Data records:
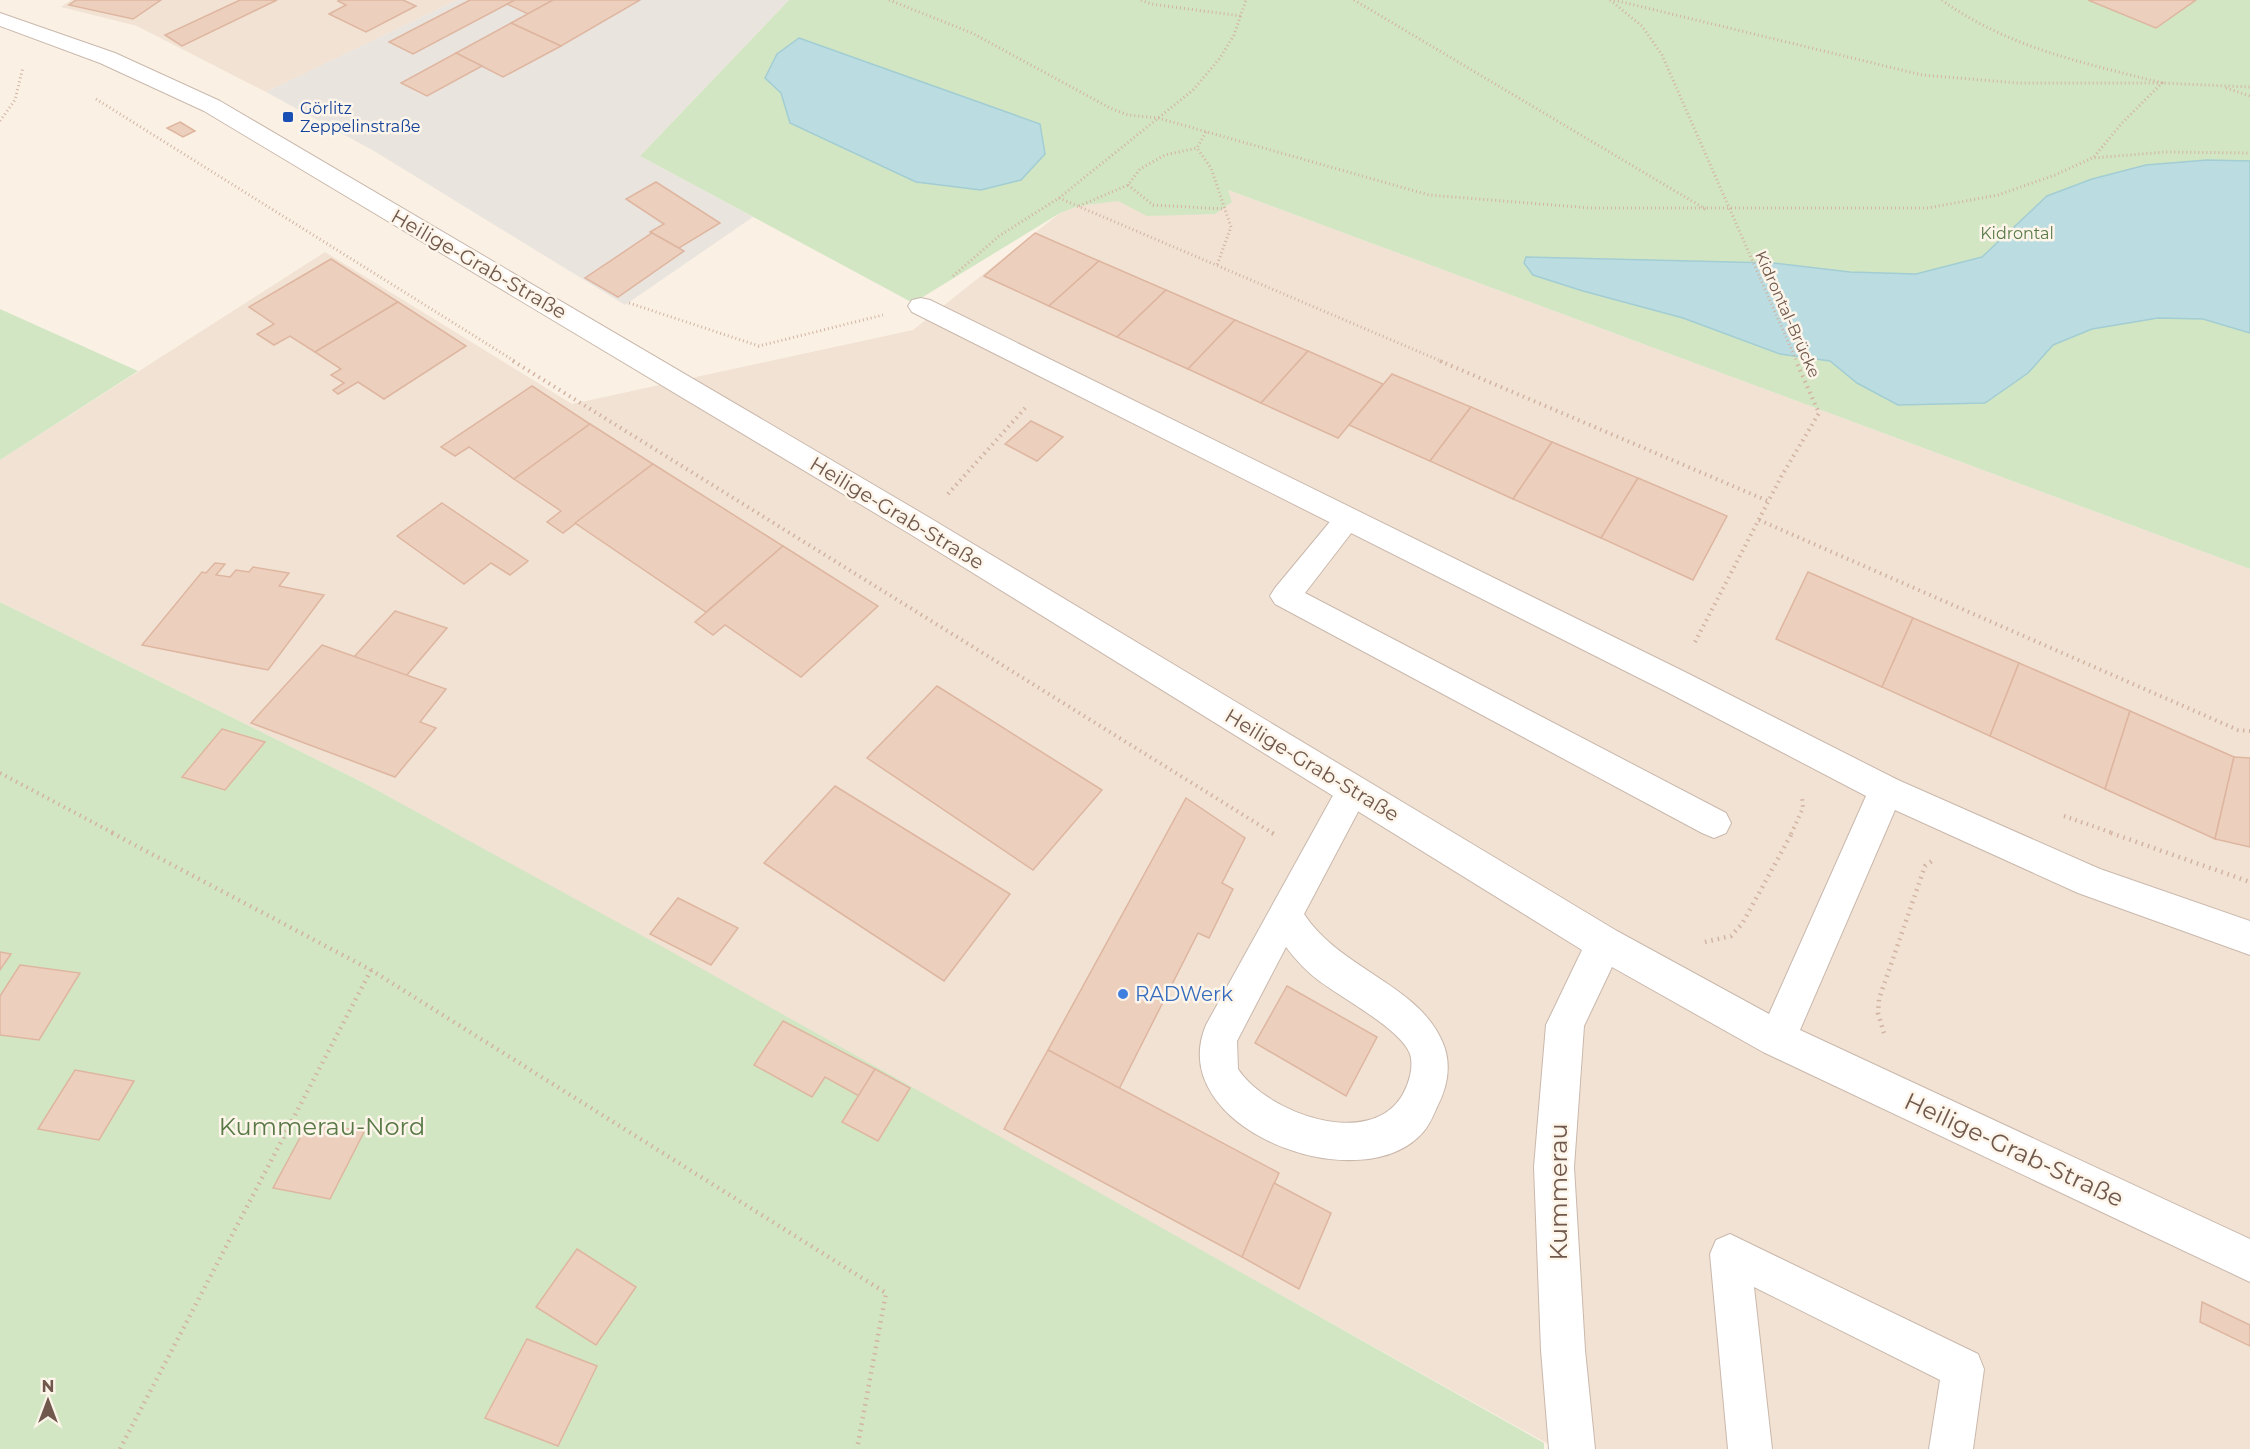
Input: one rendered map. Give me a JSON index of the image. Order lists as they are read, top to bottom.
{
  "streets": {
    "street": ["Heilige-Grab-Straße", "Kummerau"],
    "path": ["Kidrontal-Brücke"]
  },
  "crossings": [
    ["Heilige-Grab-Straße", "Kummerau"]
  ],
  "parks": ["Kidrontal", "Kummerau-Nord"],
  "places": {
    "transit": ["Görlitz Zeppelinstraße"],
    "other": ["RADWerk"]
  },
  "north": "top"
}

What you are asked to do: Could you reproduce every record above exactly, leaving out any pictures?

Exercise result:
Input: one rendered map. Give me a JSON index of the image. Order lists as they are read, top to bottom.
{
  "streets": {
    "street": ["Heilige-Grab-Straße", "Kummerau"],
    "path": ["Kidrontal-Brücke"]
  },
  "crossings": [
    ["Heilige-Grab-Straße", "Kummerau"]
  ],
  "parks": ["Kidrontal", "Kummerau-Nord"],
  "places": {
    "transit": ["Görlitz Zeppelinstraße"],
    "other": ["RADWerk"]
  },
  "north": "top"
}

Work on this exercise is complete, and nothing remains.